I love damsons anyway and the idea of mixing them with the crab apples, both wild fruits together, harvested on my doorstep, seemed a perfect pairing. Damsons can be quite a pain to stone and wild damsons being smaller means there’s even more stones to contend with. Making a fruit cheese is the perfect solution, as both fruits can be cooked with very little in the way of preparation and then be forced through a food mill to leave just the fruit puree and dispense with peel and pips, cores and stones. Though it does require considerable patience I like using a food mill, but last year I found a vintage attachment for my Kenwood Chef on eBay that does the same thing, so now I’m all automated.
Membrillo, made from quince, is probably the most popular fruit cheese, served with the cheese board at the end of a meal, but damsons and crab apples have a particularly appealing Englishness about them. Fruit cheeses are cooked down until they are really thick and will set solid as they cool. This means they can be turned out and served in slices as opposed to dolloped from a spoon. They need to be contained in jars or pots with slightly sloping sides that are wider at the top so they turn out easily. There are small glass jam jars around made for this purpose but I’m really lucky that Martin, in the pottery at Taurus Crafts made me some special hand-thrown stoneware jam pots, inspired by some vintage French ones I own. It is advised that in order to make it easy to turn out the cheese, you lightly oil the ‘moulds’ using ground nut oil or some glycerine if you just happen to have some handy.

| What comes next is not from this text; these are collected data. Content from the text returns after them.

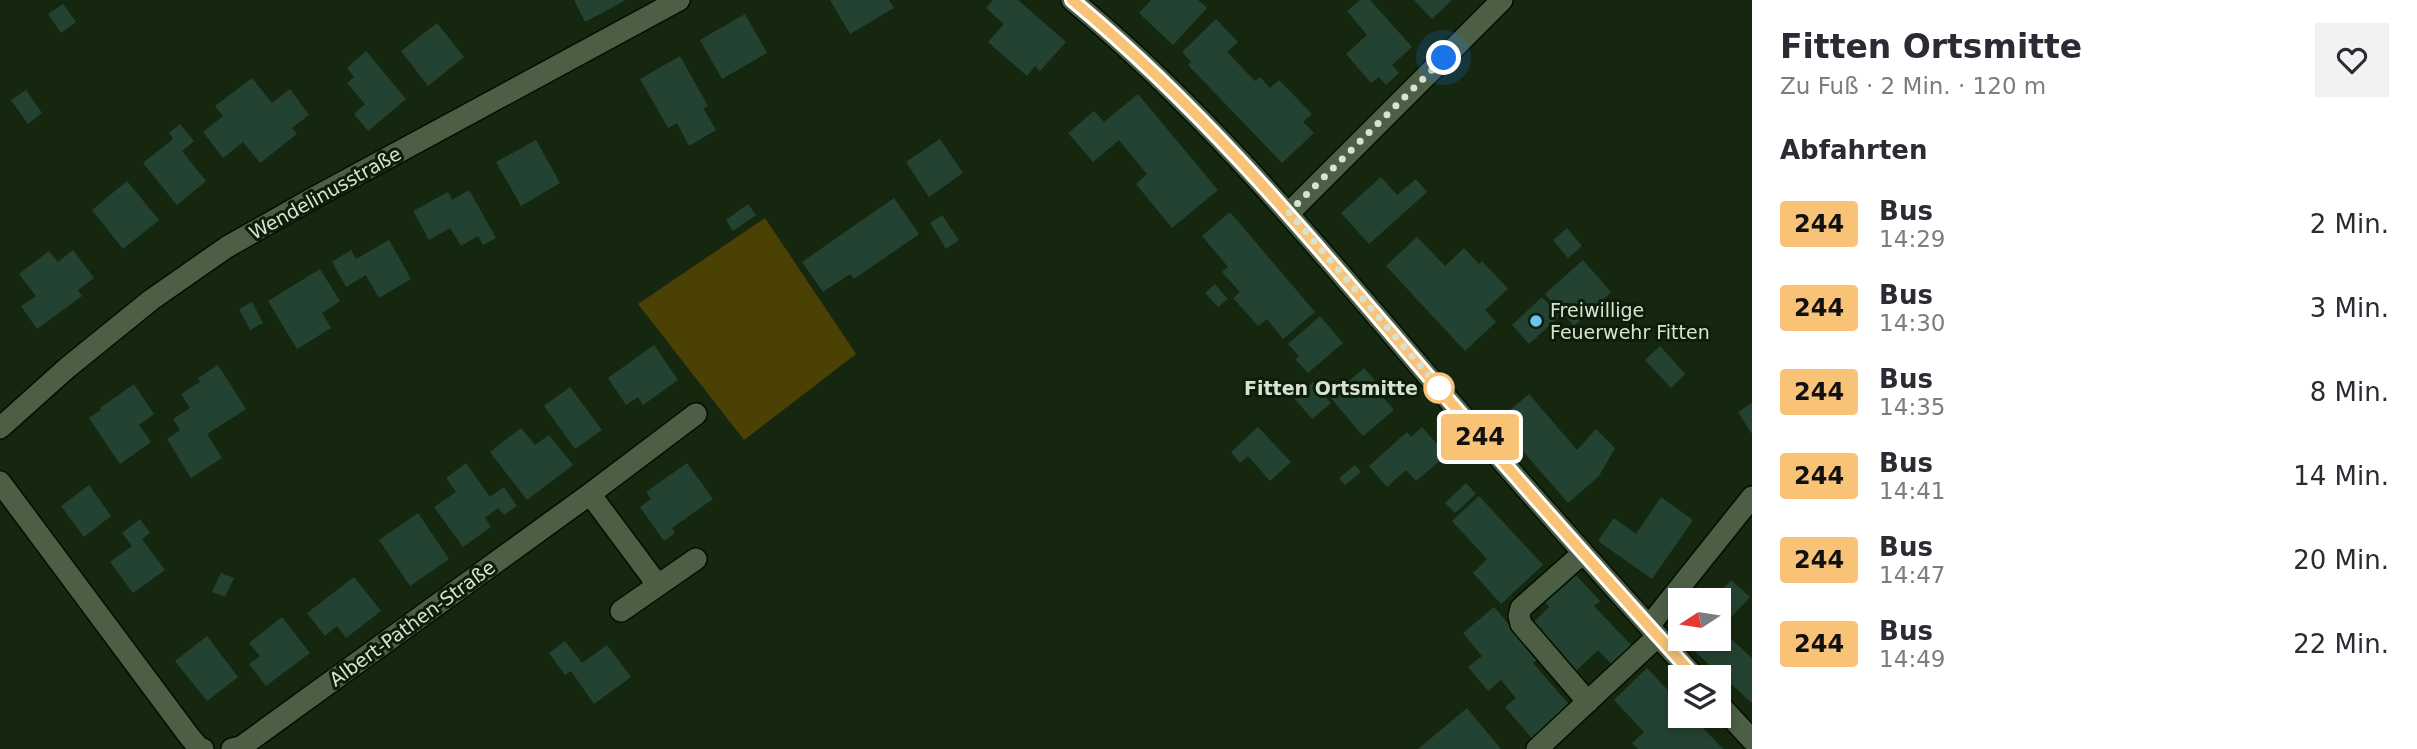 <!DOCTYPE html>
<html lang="de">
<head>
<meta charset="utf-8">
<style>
	body { margin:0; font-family:"DejaVu Sans",sans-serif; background:#f2f2f3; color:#2b2b33; height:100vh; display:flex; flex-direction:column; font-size:26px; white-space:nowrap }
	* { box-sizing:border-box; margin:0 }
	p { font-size:23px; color:#7c7c81 }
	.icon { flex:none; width:38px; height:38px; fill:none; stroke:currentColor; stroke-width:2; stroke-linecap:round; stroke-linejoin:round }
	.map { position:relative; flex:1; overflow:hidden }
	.drawer { display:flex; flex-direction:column; background:#fff; width:665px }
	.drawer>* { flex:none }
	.badge { padding:0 14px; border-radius:5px; font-size:24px; line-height:46px }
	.needle { width:46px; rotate:258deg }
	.fabs { position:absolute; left:1668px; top:588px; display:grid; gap:14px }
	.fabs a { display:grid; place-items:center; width:63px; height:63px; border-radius:0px; background:#fff; box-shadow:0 4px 10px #0003; font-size:35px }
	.you { position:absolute; width:35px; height:35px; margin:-18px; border:5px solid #fff; border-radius:50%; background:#1a73e8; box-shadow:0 0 0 10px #1a73e833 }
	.map>.badge { position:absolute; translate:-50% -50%; box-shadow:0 0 0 4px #fff }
	h2 { padding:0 28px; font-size:26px; line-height:63px }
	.round { display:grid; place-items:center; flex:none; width:74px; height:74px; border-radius:0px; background:#f2f2f3 }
	.headline { display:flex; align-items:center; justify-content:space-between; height:119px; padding:0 28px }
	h1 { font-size:33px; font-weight:700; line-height:52px }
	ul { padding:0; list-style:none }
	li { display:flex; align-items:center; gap:21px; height:84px; padding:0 28px }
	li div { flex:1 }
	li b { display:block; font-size:26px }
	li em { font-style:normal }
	li .badge { min-width:77px; font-weight:700; text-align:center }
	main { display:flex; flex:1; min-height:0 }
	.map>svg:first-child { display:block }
	.green { fill:#4b4105 }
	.building { fill:#244231 }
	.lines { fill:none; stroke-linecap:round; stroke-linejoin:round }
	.minor-casing { stroke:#020f00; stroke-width:24 }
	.minor { stroke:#4c5f45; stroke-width:21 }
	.line-casing { stroke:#fff; stroke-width:16 }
	.line { stroke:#f8c377; stroke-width:10 }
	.walk { stroke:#d7e2d3; stroke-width:7; stroke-dasharray:0 12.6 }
	.poi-dot { fill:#70c1f4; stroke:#0d1d07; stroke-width:2.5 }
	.stop-dot { fill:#fff; stroke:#f8c377; stroke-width:3.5 }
	.labels { text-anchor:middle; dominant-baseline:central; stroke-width:6; stroke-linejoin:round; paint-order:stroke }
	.street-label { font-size:19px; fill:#d7e2d3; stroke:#0d1d07 }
	.poi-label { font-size:19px; fill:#d7e2d3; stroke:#0d1d07; text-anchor:start }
	.stop-label { font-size:19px; font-weight:bold; fill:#d7e2d3; stroke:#0d1d07; text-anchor:end }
</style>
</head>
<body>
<main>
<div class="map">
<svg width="1752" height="749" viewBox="0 0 1752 749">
	<rect width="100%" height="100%" fill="#162710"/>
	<path class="green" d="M765,218L856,354L744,440L638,304Z"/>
	<path class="building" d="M574,0H626L585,22Z
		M830,0H889L894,8L850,34Z
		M993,0H1018L1066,42L1040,71L1035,66L1027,76L988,42L1004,24L986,8Z
		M1151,0H1198L1207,8L1173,45L1139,13Z
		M1360,0H1370L1412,47L1392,65L1399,73L1386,85L1379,77L1371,83L1346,54L1367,35L1347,11Z
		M1414,0H1452L1432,19Z
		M63,4L76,22L61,33L48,14Z
		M745,14L767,53L722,79L700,40Z
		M1216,19L1238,42L1227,52L1255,81L1260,77L1270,88L1279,80L1312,114L1303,122L1314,133L1282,163L1188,65L1191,62L1182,52Z
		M437,23L464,57L428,86L401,51Z
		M366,51L406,99L368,131L354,114L365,104L347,83L354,77L347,68Z
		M680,56L708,106L703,108L716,130L689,146L677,123L668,128L640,79Z
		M252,78L272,103L290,89L309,115L292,128L297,134L260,163L243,142L223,158L203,132L223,116L215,106Z
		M26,90L42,113L28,124L11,100Z
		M1138,94L1218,190L1172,228L1136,184L1147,174L1119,140L1093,162L1068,133L1094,111L1104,122Z
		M180,124L194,141L182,151L206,181L177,205L143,163L173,139L169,133Z
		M940,139L963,173L929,197L906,162Z
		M536,140L560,183L521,206L496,162Z
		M1381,177L1397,195L1416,179L1427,192L1369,244L1341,213Z
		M127,181L159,220L123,249L92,210Z
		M469,190L496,238L483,245L478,236L461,246L450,228L429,240L413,211L448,192L452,200Z
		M894,198L919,234L854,279L850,274L823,292L802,262Z
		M748,204L756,215L733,231L726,220Z
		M1230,212L1315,312L1283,339L1267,319L1258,326L1233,298L1240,292L1222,272L1228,267L1202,236Z
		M942,215L959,240L946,249L930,223Z
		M1567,228L1582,246L1568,258L1553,240Z
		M1417,237L1445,266L1464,248L1479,264L1482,261L1508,289L1485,310L1496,322L1465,351L1386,266Z
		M389,240L411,279L379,298L366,275L346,287L332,262L351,250L356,259Z
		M73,250L94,278L78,290L82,296L37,329L21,306L36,296L19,274L49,251L58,262Z
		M1583,260L1611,292L1574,326L1545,294Z
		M320,269L340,301L322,313L331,328L297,349L268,301Z
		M1215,284L1228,299L1218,307L1205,293Z
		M1542,297L1560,316L1529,344L1512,325Z
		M252,302L263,323L250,330L239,309Z
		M1320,316L1343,343L1308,373L1295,359L1299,356L1288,344Z
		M654,345L678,380L643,405L638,397L626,405L608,378Z
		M1660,346L1685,374L1671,388L1645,360Z
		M218,365L246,409L207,434L222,458L191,478L167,439L180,430L173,419L190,408L181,394L200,382L198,378Z
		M1364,368L1384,391L1381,395L1394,410L1363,436L1330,397Z
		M1313,382L1331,403L1312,419L1294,398Z
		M134,384L154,414L139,425L151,442L120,464L89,418L101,410L100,408Z
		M570,387L602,430L575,449L544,406Z
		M1529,394L1577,450L1596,429L1615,448L1599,476L1568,503L1497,421Z
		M1752,403V434L1738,412Z
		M1258,427L1291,462L1270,481L1248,456L1240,463L1231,452Z
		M1422,427L1447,455L1416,481L1406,470L1387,487L1369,466L1407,432L1411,437Z
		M521,428L535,445L549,435L573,465L527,500L490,452Z
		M466,463L490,497L504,487L517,506L504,515L498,508L485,518L491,527L463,547L434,507L456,492L446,478Z
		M687,463L713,499L672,528L675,533L664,541L640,507L651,499L646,492Z
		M1355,465L1361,472L1345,485L1339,478Z
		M1466,483L1476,494L1455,513L1445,503Z
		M89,485L111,516L84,537L61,506Z
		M1479,496L1543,565L1501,604L1473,573L1487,559L1452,521Z
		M1661,497L1693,520L1652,579L1598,541L1614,518L1636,534Z
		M418,513L449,559L410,586L379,540Z
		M140,519L150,533L142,539L165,570L133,593L110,562L132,546L122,533Z
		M221,573L234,578L225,597L212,592Z
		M1574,573L1600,601L1594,606L1632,646L1612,665L1598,650L1576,671L1532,624L1549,607L1544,601Z
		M354,577L381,611L346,638L337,626L325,636L307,613Z
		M1731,580L1750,597L1720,629L1752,658V703L1681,639H1718V600H1712Z
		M1494,607L1538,659L1533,663L1572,708L1534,741L1505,707L1516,698L1501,680L1488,691L1468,667L1482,656L1463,633Z
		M282,617L310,653L266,686L249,664L260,656L249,643Z
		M207,636L238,677L207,701L175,661Z
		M565,641L582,663L607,645L631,677L594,704L571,671L565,675L549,653Z
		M1647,668L1680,703V716H1692L1723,749H1638L1632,743L1644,732L1614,700Z
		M1467,708L1501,749H1418Z"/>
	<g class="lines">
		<g class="minor-casing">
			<path id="minor" d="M1072,0C1206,111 1316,245 1428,376C1516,478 1605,578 1695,677
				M1289,213L1502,0
				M0,428L67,368L151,300L227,247L310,200L679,0
				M0,482L189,736L200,749H203
				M590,494L657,584
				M1583,553L1521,608L1519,616L1521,624L1588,702
				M621,611L696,559
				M1649,626L1752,497
				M1718,703L1752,740
				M232,749L241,747L590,494L696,414
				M1537,749L1658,636"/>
		</g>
		<use href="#minor" class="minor"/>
	</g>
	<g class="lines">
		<g class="line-casing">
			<path id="line" d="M1072,0C1206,111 1316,245 1428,376C1516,478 1605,578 1695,677"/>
		</g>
		<use href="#line" class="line"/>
		<path class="walk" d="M1439,388L1446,396L1289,212L1444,58"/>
	</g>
	<circle class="poi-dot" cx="1536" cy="321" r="7"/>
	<circle class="stop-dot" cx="1439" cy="388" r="14"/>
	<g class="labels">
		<g class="street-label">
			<text transform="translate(325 193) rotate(-29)">Wendelinusstraße</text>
			<text transform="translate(412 623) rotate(-36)">Albert-Pathen-Straße</text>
		</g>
		<g class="poi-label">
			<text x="1550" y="310">Freiwillige<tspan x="1550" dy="22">Feuerwehr Fitten</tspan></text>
		</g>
		<g class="stop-label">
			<text x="1418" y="388">Fitten Ortsmitte</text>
		</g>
	</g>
</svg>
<div class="fabs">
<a><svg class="needle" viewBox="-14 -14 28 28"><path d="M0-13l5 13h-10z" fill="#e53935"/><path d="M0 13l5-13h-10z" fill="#7c7c81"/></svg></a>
<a><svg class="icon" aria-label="layers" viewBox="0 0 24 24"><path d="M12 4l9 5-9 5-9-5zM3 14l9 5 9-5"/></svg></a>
</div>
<div class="you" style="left:1444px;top:58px"></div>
<b class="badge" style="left:1480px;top:437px;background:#f8c377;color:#111">244</b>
</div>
<section class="drawer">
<div class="headline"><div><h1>Fitten Ortsmitte</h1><p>Zu Fuß · 2 Min. · 120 m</p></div><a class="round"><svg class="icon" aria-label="heart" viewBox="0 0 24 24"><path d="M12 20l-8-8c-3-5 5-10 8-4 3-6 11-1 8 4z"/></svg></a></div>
<h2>Abfahrten</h2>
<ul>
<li><span class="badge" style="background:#f8c377;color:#111">244</span><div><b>Bus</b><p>14:29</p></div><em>2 Min.</em></li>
<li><span class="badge" style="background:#f8c377;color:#111">244</span><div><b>Bus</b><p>14:30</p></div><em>3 Min.</em></li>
<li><span class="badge" style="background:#f8c377;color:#111">244</span><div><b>Bus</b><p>14:35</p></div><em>8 Min.</em></li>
<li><span class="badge" style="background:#f8c377;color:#111">244</span><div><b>Bus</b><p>14:41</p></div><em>14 Min.</em></li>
<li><span class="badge" style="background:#f8c377;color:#111">244</span><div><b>Bus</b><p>14:47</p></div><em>20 Min.</em></li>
<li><span class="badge" style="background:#f8c377;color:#111">244</span><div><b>Bus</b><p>14:49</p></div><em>22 Min.</em></li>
</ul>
</section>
</main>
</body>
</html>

crab apple and wild damson cheese in stoneware pots

CRAB APPLE AND WILD DAMSON CHEESE

Rinse and drain the crab apples. Chop them roughly and place in a pan. Add enough water to just cover the fruit, bring to the boil and simmer gently for 20-30 minutes, till cooked through. Remove from the heat, leave to cool then push through a fine seive or food mill over a bowl to remove the skins, cores and pips and leave a smooth puree.
Rinse and drain the damsons, place in a pan and add just enough water to barely cover the fruit. Bring to the boil and simmer for 30 minutes, till cooked through and the fruit has burst. Remove from the heat, leave to cool, then push through a sieve or process with a food mill to remove the skins and stones and leave a smooth damson puree.
I combined 800g (1.75lbs) damson puree with 400g (14oz) apple puree, so two thirds damsons to one third apple, but you can change the ratio to suit yourself and the quantities you have available. To every 600g (1.3lbs) fruit add 450g (1lb) sugar. Place the fruit and sugar in a pan and stir over a low heat until the sugar is completely dissolved. Turn up the heat and bring to the boil then simmer, stirring from time to time to be sure it doesn’t catch and burn on the bottom of the pan. Continue to cook until the mixture thickens considerably and when you pull the spoon across the centre it draws a line. This may take and hour or even longer to achieve and it is best to be patient and keep the heat really low under the pan. Pour the mixture into hot sterilised jars that are lightly oiled, cover with greaseproof waxed circles and seal. Leave till set and cold.